The spores produced in a spore capsule are the result of SEXUAL REPRODUCTION. Bryophytes are adept at VEGETATIVE REPRODUCTION and vegetative propagules often produce protonemata rather than developing directly into the leafy or thalloid gametophytic stage.

The bryophytes are often said to show an alternation of generations. You may see references to the "gametophyte generation" and the "sporophyte generation" alternating.
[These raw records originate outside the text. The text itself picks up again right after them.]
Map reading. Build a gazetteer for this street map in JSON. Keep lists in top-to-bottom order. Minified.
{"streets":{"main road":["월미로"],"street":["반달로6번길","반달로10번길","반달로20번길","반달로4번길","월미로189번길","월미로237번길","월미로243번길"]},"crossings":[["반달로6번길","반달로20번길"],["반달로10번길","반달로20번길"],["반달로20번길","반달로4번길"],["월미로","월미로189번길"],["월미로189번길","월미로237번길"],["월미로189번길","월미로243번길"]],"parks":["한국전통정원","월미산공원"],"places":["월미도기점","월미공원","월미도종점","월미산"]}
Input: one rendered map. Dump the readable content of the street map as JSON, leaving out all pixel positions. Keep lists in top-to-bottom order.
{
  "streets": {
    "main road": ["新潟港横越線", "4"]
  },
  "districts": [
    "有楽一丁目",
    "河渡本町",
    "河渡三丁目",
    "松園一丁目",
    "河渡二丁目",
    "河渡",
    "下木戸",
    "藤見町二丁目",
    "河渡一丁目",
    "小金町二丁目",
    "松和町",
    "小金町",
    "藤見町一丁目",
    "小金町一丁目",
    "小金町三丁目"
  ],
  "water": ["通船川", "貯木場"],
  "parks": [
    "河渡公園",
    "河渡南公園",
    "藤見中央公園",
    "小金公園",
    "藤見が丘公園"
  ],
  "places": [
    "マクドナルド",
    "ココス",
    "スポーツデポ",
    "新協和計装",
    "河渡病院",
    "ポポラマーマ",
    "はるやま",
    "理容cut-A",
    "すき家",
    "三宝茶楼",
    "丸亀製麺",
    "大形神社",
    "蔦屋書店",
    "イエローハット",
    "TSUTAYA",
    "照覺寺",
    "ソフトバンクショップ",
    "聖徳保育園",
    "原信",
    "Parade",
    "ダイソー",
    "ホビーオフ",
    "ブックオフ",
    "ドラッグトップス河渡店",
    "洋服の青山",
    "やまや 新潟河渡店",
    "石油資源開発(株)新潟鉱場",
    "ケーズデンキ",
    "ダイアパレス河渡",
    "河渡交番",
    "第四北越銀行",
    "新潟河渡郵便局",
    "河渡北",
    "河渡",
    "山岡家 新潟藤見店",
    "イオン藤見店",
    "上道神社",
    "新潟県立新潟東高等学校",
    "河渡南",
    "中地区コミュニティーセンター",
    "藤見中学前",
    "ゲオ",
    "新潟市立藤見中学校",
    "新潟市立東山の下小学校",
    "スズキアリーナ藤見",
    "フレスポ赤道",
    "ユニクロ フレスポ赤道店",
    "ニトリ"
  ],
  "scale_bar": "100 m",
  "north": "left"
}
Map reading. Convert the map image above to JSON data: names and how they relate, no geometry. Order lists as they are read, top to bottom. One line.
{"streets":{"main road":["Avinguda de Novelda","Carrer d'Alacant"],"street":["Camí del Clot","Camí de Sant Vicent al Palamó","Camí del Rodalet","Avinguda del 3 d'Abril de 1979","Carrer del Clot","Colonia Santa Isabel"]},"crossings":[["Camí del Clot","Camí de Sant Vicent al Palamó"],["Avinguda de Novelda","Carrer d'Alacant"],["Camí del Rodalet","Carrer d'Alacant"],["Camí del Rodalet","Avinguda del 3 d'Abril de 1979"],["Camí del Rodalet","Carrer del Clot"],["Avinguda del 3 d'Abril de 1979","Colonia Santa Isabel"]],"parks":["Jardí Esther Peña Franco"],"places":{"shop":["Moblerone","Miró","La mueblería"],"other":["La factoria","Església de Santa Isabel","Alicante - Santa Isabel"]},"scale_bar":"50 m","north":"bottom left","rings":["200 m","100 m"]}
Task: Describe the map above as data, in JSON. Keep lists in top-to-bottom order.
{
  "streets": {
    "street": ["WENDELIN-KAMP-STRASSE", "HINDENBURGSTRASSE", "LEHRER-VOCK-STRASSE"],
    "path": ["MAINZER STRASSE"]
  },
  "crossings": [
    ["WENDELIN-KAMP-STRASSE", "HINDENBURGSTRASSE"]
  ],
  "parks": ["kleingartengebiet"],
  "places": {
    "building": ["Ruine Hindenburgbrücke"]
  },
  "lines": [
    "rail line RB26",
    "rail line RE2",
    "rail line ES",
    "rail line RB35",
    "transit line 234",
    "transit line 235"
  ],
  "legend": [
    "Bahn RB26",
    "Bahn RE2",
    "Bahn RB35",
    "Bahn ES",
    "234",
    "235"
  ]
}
The first thing to note is that "generation" is being used in a way quite different to its every day use. Parents (diploid organisms) refer to their children (also diploid organisms) as the "next generation". The second point worth noting is that many bryophyte gametophytes readily produce offspring without need of sporophytes. The third point to not is that a great many organisms show haploid and diploid states. In humans the haploid state is confined to egg and sperm cells and these are incapable of an independent existence. In the flowering plants the eggs and pollen constitute the haploid state and are also not capable of independent existence. Humans and flowering plants are examples of diploid-dominant organisms. By contrast, in bryophytes the haploid state is capable of independent existence and is typically much longer-lived than the sporophyte state. Bryophytes are examples of haploid-dominant organisms.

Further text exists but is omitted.